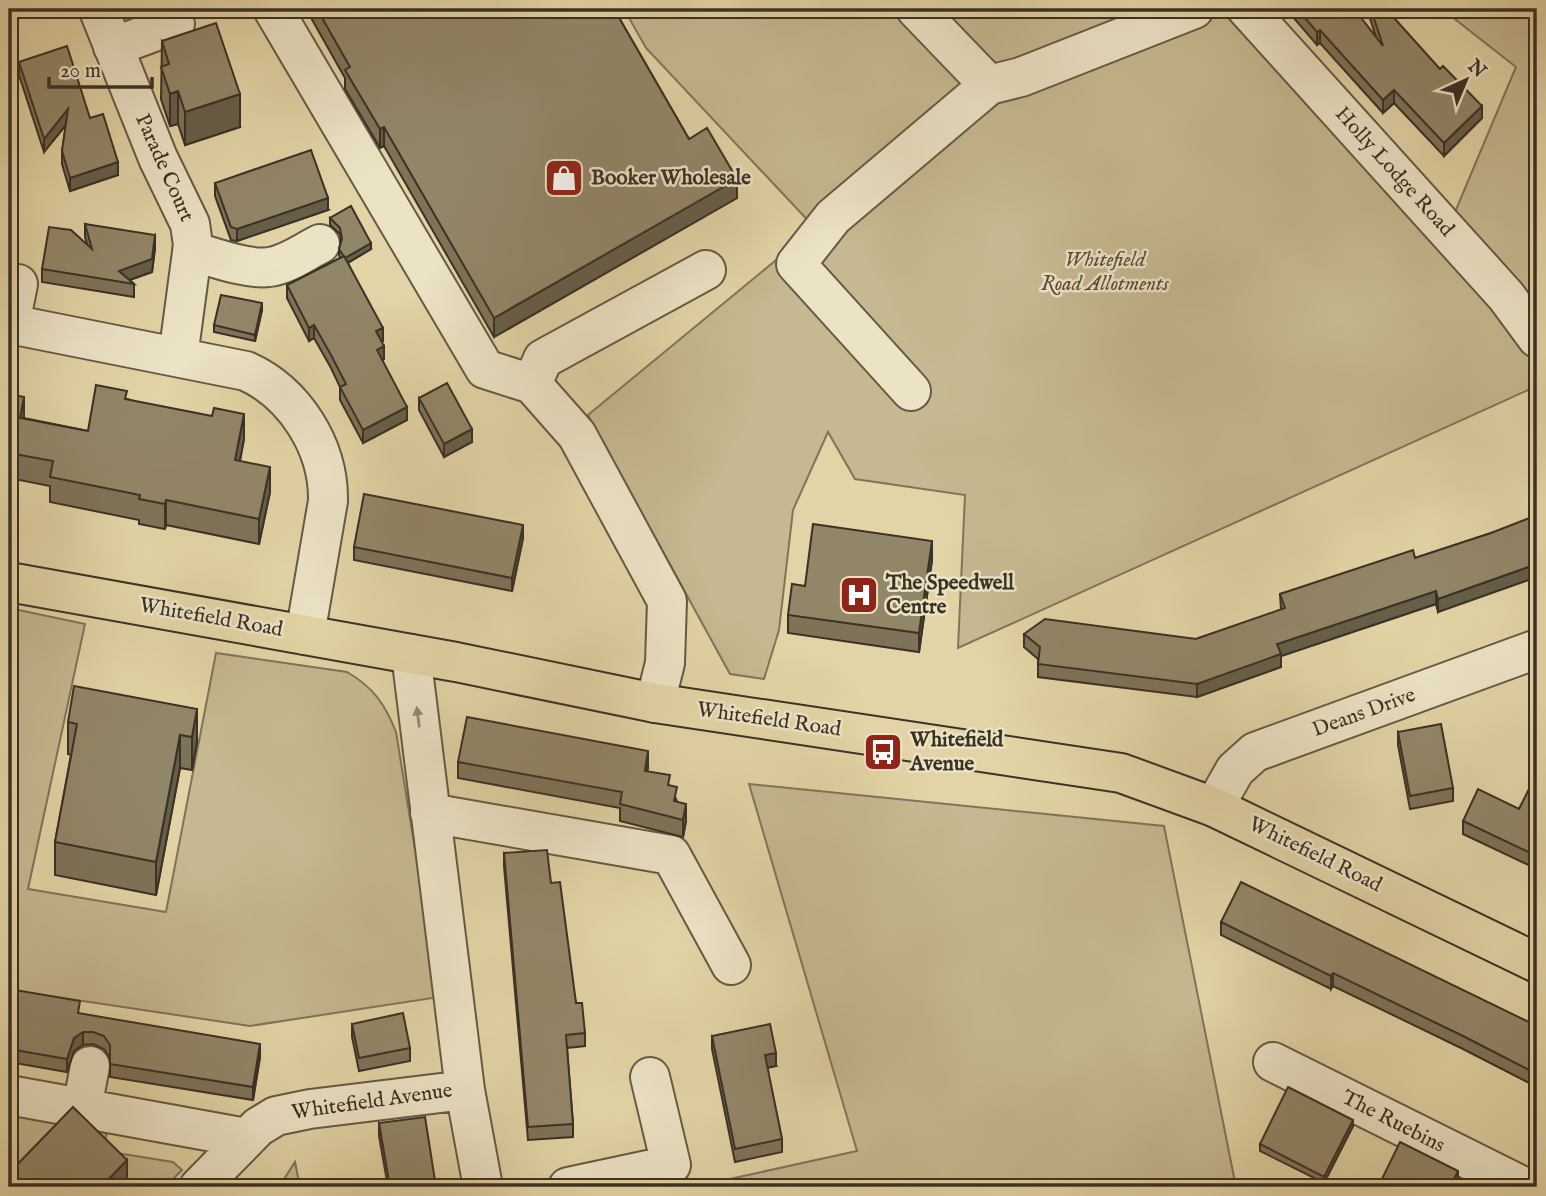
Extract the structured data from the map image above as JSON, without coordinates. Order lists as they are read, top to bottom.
{
  "streets": {
    "main road": ["Whitefield Road"],
    "street": [
      "Parade Court",
      "Holly Lodge Road",
      "Deans Drive",
      "Whitefield Avenue",
      "The Ruebins"
    ]
  },
  "crossings": [
    ["Whitefield Road", "Deans Drive"],
    ["Whitefield Road", "Whitefield Avenue"]
  ],
  "parks": ["Whitefield Road Allotments"],
  "places": {
    "shop": ["Booker Wholesale"],
    "hospital": ["The Speedwell Centre"],
    "bus stop": ["Whitefield Avenue"]
  },
  "scale_bar": "20 m",
  "north": "top right"
}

***

Prompt
Copy the material above exactly and drop the pictures.

Finished exercise
Extract the structured data from the map image above as JSON, without coordinates. Order lists as they are read, top to bottom.
{
  "streets": {
    "main road": ["Whitefield Road"],
    "street": [
      "Parade Court",
      "Holly Lodge Road",
      "Deans Drive",
      "Whitefield Avenue",
      "The Ruebins"
    ]
  },
  "crossings": [
    ["Whitefield Road", "Deans Drive"],
    ["Whitefield Road", "Whitefield Avenue"]
  ],
  "parks": ["Whitefield Road Allotments"],
  "places": {
    "shop": ["Booker Wholesale"],
    "hospital": ["The Speedwell Centre"],
    "bus stop": ["Whitefield Avenue"]
  },
  "scale_bar": "20 m",
  "north": "top right"
}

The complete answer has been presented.